§ Task prompt: Pick each line containing the word "querySelector" out of the data below.

+++ Source records

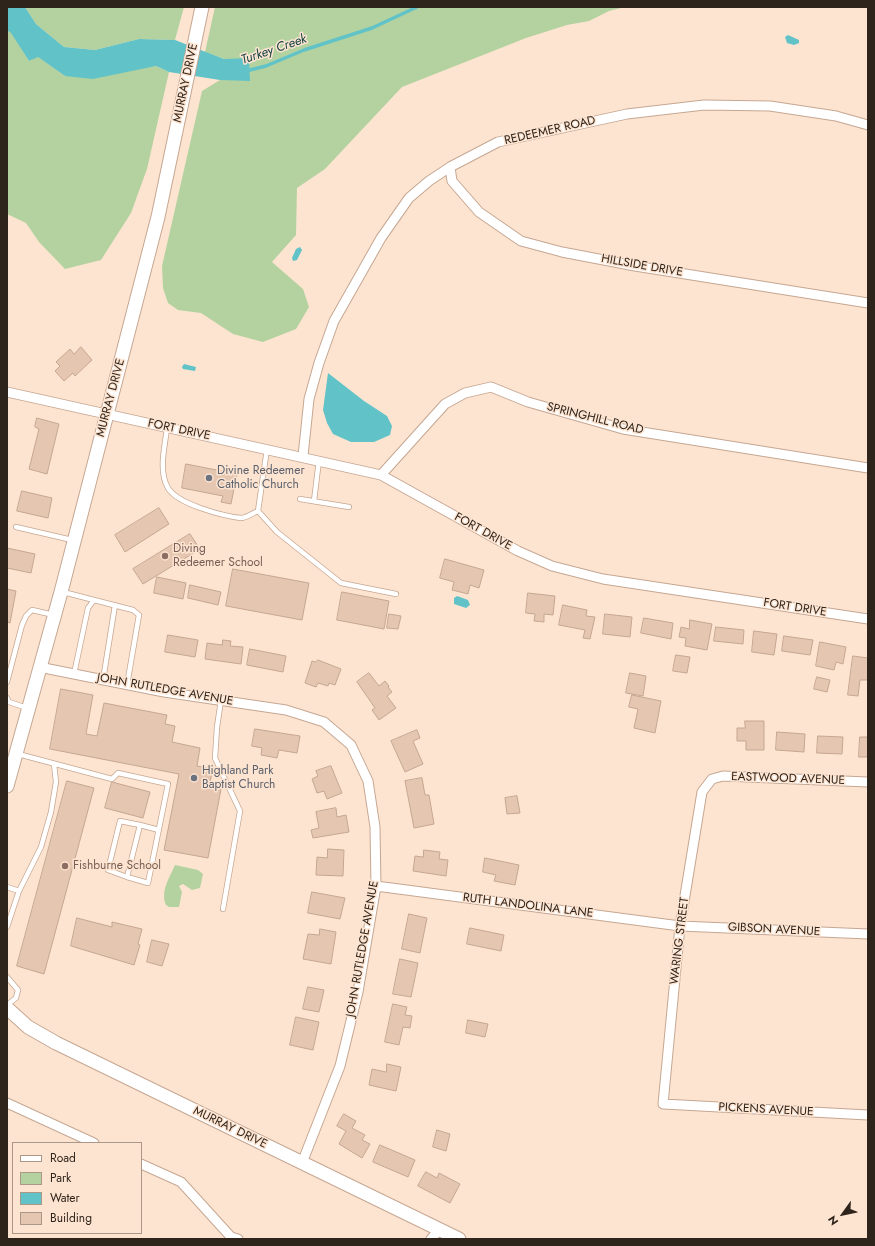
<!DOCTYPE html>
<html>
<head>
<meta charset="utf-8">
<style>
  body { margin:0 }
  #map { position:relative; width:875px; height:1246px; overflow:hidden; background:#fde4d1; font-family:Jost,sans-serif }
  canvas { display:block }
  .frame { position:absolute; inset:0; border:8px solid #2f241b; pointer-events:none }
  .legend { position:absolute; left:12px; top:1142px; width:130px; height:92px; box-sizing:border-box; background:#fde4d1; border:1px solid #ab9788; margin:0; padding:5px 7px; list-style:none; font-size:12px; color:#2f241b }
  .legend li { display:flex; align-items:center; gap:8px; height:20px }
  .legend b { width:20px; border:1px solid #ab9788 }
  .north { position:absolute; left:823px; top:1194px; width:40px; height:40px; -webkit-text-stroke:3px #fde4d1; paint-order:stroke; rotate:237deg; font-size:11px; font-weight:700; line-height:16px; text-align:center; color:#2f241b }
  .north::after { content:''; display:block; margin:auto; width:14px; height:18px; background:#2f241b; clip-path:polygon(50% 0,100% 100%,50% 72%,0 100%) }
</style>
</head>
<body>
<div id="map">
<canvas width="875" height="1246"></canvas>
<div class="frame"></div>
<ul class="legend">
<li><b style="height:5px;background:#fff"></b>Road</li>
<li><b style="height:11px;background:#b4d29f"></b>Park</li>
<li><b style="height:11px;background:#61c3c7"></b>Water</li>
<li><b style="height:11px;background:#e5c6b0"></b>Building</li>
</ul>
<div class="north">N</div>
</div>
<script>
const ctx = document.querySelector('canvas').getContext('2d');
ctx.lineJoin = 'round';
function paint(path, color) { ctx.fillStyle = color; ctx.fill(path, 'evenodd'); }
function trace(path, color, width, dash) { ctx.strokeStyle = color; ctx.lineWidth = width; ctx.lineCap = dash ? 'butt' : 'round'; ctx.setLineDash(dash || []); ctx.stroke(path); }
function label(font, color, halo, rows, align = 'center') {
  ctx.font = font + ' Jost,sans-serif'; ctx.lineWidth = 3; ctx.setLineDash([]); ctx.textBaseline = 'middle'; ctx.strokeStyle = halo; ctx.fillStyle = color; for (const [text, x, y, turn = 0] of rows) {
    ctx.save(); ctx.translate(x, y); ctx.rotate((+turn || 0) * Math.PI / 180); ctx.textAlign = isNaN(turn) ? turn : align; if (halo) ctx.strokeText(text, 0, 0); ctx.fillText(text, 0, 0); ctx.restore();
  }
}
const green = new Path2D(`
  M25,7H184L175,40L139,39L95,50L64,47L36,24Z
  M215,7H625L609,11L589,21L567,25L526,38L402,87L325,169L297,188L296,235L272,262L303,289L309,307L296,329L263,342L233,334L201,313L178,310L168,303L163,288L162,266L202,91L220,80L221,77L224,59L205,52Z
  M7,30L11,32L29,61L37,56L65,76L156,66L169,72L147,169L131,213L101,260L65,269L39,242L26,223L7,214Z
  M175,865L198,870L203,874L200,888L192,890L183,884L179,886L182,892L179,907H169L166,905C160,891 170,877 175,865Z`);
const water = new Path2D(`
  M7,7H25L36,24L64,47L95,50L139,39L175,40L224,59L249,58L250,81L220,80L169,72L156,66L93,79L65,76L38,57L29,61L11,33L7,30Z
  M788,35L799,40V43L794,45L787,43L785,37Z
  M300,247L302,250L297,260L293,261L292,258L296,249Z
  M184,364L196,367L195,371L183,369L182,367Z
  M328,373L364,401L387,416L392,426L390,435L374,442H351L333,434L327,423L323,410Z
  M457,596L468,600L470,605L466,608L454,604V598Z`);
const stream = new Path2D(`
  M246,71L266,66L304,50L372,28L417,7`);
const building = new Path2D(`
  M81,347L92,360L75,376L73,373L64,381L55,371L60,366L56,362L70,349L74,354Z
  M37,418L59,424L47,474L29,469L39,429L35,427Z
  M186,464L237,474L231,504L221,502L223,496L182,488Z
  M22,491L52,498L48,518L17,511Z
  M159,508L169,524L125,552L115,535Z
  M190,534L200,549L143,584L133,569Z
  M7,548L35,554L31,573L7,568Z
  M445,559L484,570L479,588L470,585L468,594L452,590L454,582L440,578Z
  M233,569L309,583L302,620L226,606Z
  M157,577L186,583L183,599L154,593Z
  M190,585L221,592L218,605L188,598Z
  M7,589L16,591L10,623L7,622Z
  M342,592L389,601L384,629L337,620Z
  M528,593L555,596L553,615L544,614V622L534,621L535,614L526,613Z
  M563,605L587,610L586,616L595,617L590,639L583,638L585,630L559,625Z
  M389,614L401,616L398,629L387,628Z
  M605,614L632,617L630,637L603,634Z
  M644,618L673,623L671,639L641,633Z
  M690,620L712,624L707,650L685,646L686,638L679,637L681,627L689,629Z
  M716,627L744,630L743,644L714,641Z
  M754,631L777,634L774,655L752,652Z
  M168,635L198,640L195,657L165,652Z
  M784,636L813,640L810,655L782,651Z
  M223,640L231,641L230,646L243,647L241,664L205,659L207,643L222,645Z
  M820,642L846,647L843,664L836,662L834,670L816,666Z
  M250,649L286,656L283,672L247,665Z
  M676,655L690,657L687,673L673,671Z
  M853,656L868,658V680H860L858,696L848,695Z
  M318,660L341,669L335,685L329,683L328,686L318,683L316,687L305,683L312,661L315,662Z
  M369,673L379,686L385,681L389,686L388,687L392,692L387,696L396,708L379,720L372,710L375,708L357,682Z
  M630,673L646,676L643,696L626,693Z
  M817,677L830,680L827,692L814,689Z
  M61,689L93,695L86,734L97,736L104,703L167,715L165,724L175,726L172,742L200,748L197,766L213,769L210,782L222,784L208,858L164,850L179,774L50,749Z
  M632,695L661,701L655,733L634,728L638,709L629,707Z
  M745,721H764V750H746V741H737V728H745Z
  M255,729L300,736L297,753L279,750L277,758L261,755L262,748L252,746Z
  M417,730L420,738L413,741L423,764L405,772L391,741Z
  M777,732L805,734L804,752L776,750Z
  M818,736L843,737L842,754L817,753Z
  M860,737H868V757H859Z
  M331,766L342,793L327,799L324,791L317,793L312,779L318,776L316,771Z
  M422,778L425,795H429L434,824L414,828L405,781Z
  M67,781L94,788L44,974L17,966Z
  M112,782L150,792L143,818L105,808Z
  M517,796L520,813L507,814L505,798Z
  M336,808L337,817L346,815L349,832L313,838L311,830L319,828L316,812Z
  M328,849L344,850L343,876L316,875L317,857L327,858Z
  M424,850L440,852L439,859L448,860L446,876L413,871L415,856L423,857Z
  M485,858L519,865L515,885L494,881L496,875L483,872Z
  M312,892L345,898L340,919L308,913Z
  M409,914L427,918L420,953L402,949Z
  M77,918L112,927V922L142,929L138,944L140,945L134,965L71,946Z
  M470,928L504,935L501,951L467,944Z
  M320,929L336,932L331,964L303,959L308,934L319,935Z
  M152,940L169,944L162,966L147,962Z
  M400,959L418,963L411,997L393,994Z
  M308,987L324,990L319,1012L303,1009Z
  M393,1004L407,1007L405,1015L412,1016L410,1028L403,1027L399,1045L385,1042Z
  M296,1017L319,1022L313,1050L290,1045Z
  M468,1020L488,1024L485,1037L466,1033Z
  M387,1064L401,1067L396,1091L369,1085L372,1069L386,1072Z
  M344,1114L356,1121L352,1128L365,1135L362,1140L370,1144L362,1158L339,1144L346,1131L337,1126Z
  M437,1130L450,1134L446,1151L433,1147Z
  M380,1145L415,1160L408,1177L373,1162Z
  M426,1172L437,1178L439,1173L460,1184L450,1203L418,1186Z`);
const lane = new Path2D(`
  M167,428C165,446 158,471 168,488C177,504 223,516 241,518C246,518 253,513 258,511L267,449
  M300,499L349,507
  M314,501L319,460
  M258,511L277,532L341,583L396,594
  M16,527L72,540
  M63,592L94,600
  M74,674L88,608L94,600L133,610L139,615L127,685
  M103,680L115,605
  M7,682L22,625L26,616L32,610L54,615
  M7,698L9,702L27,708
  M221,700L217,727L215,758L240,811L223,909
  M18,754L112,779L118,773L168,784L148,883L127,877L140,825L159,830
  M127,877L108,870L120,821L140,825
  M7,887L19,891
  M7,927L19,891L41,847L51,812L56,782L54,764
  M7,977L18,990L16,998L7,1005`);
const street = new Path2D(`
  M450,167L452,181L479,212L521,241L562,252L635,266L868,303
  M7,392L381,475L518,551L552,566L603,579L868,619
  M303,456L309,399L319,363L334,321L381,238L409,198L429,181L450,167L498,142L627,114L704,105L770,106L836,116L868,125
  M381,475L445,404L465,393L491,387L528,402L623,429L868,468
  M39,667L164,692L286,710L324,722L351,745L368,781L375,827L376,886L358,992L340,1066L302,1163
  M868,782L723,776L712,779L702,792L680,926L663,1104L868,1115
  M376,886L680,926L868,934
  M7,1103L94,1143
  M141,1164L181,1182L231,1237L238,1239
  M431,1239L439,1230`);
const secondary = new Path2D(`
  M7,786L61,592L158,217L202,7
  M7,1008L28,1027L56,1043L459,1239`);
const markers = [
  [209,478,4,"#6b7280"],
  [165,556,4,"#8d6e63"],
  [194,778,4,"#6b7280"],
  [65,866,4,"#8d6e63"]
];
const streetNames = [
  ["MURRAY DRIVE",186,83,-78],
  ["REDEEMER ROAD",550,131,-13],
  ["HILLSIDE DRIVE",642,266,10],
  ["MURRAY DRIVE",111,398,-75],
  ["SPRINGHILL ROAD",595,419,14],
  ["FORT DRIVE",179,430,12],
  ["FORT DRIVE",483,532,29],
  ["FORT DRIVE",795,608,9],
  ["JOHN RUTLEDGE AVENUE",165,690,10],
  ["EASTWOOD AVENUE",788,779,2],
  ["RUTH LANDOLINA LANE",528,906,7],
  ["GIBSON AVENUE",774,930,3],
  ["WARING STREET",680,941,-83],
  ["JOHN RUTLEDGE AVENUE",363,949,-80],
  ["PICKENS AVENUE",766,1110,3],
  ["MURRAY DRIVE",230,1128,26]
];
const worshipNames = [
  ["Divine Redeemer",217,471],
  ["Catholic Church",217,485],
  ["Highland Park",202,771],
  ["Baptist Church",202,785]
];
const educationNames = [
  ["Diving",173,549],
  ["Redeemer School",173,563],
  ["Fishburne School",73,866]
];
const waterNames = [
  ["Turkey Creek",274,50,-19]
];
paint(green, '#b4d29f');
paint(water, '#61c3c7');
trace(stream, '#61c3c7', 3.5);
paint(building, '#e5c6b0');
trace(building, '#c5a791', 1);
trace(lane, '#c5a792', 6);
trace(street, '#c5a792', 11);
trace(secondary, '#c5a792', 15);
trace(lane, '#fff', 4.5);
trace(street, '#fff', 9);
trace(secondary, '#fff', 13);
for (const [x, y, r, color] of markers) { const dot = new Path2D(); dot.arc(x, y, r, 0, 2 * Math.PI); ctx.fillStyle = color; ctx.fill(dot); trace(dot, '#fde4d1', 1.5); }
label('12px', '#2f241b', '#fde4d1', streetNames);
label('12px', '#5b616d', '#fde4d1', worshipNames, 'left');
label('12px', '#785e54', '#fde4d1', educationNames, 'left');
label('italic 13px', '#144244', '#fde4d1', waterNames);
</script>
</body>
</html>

++++++
+++ Source records

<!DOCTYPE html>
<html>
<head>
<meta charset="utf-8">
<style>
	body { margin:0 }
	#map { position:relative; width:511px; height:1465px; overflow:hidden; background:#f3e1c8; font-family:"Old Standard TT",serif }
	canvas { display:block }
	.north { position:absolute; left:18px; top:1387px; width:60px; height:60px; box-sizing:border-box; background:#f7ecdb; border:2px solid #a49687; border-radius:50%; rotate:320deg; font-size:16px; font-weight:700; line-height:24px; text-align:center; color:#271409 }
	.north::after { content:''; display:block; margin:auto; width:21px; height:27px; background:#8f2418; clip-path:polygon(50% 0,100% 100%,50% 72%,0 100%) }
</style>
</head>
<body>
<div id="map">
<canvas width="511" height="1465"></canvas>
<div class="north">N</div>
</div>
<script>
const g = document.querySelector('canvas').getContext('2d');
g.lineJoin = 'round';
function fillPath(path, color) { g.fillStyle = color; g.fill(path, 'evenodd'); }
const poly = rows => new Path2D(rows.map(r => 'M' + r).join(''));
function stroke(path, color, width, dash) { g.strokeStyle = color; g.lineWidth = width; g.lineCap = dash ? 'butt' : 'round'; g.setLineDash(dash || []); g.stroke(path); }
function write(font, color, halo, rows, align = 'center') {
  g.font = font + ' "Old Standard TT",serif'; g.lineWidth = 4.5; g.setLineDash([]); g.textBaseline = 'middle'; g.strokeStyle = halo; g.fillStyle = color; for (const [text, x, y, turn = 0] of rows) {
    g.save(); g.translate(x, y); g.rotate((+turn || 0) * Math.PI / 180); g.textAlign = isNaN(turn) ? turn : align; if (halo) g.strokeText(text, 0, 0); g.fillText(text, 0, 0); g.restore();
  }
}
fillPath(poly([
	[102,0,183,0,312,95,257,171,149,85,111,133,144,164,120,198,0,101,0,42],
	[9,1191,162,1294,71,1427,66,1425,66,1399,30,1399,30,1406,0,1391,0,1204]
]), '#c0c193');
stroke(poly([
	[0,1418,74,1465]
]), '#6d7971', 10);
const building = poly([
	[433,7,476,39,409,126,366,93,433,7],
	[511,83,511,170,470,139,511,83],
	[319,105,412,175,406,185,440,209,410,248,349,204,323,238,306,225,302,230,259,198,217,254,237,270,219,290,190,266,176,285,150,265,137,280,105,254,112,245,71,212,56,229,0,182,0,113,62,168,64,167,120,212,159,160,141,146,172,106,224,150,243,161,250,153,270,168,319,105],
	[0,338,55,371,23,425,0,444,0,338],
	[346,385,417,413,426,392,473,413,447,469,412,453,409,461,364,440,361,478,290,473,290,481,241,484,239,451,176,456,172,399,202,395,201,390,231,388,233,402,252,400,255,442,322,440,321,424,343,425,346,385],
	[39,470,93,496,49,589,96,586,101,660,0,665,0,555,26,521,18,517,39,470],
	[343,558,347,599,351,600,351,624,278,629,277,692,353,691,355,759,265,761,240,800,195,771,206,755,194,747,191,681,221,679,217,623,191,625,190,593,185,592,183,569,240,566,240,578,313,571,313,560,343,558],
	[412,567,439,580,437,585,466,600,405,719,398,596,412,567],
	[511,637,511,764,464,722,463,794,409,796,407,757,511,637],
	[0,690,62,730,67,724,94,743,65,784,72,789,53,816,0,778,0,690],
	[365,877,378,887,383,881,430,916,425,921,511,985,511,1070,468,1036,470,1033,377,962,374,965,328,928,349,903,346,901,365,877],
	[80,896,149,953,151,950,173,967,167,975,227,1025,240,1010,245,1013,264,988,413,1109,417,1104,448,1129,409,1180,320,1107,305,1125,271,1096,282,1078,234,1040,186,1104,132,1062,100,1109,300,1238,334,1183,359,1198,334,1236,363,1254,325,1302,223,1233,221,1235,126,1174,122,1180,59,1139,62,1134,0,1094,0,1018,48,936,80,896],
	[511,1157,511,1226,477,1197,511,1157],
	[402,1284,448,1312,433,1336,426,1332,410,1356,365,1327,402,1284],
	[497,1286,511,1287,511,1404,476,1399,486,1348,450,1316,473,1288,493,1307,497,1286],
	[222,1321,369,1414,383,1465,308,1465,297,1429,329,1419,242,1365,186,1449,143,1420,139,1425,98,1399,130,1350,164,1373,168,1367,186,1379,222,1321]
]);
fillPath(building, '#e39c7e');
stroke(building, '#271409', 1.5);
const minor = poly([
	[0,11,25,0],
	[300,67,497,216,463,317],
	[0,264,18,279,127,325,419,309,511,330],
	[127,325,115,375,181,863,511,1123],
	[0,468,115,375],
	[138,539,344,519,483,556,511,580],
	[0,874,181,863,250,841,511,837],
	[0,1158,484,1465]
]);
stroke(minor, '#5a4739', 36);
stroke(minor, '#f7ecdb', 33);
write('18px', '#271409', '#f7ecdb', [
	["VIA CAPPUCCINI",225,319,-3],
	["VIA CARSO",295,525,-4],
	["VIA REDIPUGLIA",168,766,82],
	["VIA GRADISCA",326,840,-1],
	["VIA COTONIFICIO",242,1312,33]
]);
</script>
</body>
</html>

++++++

§ Reply:
const ctx = document.querySelector('canvas').getContext('2d');
const g = document.querySelector('canvas').getContext('2d');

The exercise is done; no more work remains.